### Problem
Pull from the data below each line where the word "bottom" occurs, and copy it.

Stored data:
++++++++++++++++++++

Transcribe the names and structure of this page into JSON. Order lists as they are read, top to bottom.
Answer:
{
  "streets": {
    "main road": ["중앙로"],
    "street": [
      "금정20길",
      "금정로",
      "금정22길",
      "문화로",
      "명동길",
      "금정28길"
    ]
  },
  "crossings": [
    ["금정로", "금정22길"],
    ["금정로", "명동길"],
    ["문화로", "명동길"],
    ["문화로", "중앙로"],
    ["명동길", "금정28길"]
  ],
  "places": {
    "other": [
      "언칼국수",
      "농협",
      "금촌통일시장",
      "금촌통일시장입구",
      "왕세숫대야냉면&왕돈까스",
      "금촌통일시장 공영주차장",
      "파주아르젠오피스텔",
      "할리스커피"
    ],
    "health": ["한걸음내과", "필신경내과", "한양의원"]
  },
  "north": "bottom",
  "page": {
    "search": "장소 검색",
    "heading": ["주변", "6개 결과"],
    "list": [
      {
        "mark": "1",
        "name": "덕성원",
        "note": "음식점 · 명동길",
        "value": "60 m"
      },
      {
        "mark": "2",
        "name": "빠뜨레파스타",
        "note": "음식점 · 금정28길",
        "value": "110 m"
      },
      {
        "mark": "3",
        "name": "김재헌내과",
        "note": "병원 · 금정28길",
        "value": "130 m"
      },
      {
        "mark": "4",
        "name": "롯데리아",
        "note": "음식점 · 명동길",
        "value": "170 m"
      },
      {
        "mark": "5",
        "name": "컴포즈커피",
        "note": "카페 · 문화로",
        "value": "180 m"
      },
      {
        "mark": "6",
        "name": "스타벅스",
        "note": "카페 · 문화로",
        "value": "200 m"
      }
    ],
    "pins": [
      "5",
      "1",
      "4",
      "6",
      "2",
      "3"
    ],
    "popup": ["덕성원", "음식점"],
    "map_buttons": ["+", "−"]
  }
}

++++++++++++++++++++

### Your response
Transcribe the names and structure of this page into JSON. Order lists as they are read, top to bottom.
  "north": "bottom",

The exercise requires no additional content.